Which of the lines in the data mention the string "place"? List them all.

[Start of Attachment]

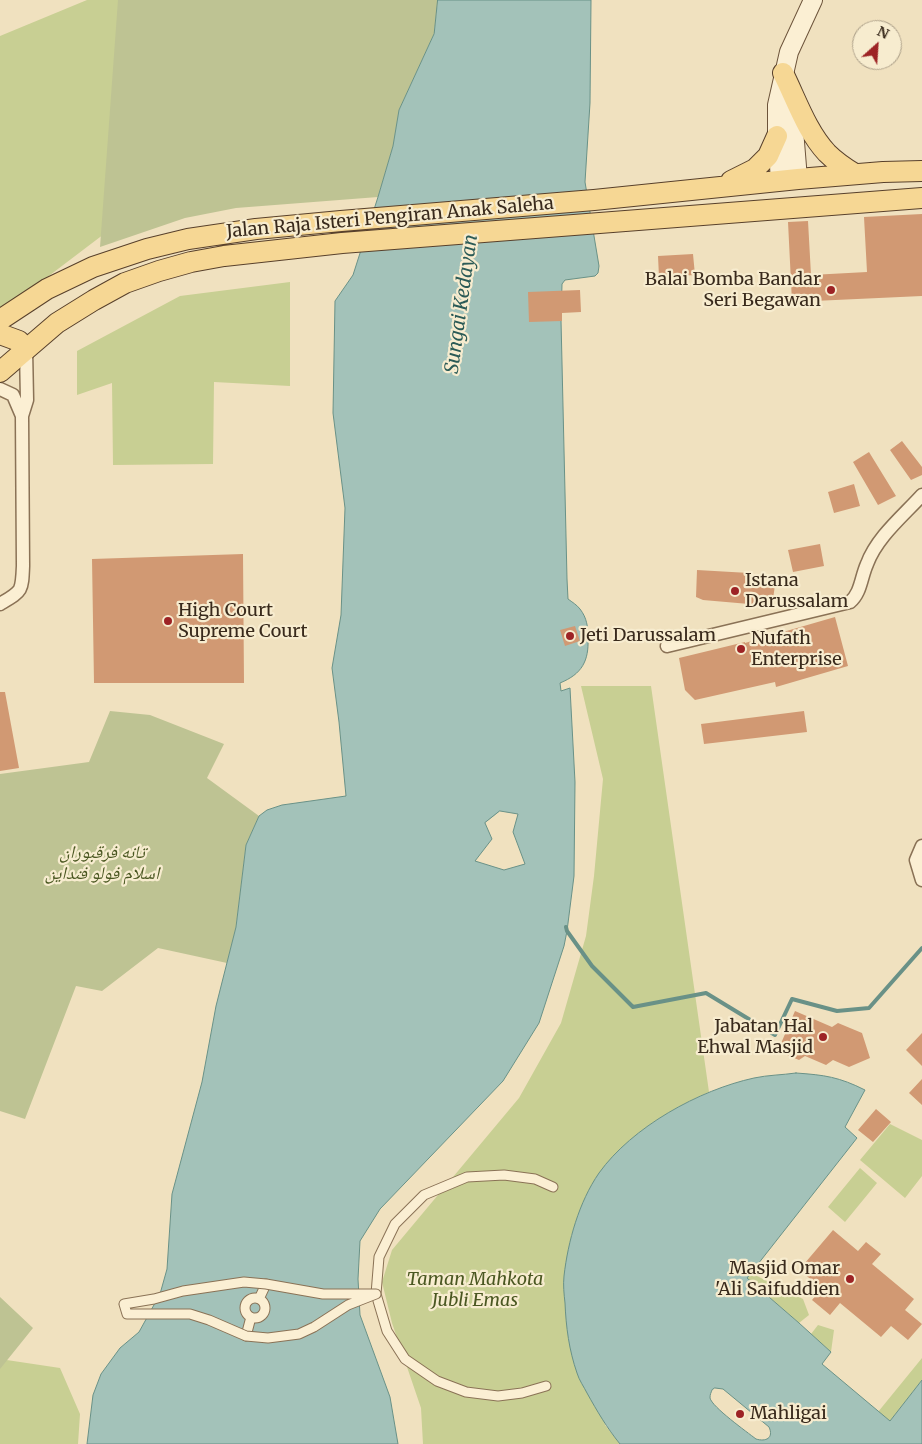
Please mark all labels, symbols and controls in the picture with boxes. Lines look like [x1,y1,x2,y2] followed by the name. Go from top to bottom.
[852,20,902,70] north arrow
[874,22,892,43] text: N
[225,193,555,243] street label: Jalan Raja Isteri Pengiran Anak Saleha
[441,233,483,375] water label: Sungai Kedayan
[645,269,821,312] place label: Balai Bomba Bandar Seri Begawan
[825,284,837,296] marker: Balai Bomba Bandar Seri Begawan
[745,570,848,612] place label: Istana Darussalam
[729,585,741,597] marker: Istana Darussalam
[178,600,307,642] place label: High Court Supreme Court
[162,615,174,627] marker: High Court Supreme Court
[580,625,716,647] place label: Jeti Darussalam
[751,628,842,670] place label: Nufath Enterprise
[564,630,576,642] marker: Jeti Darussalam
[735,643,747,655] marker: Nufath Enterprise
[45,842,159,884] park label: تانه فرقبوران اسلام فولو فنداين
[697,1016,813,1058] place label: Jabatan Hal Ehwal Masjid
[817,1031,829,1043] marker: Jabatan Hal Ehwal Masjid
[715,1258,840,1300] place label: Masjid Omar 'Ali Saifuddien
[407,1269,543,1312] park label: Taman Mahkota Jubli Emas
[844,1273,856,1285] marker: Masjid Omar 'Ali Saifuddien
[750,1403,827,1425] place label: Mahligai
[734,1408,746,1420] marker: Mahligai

[End of Attachment]

WRITTEN SOLUTION
[645,269,821,312] place label: Balai Bomba Bandar Seri Begawan
[745,570,848,612] place label: Istana Darussalam
[178,600,307,642] place label: High Court Supreme Court
[580,625,716,647] place label: Jeti Darussalam
[751,628,842,670] place label: Nufath Enterprise
[697,1016,813,1058] place label: Jabatan Hal Ehwal Masjid
[715,1258,840,1300] place label: Masjid Omar 'Ali Saifuddien
[750,1403,827,1425] place label: Mahligai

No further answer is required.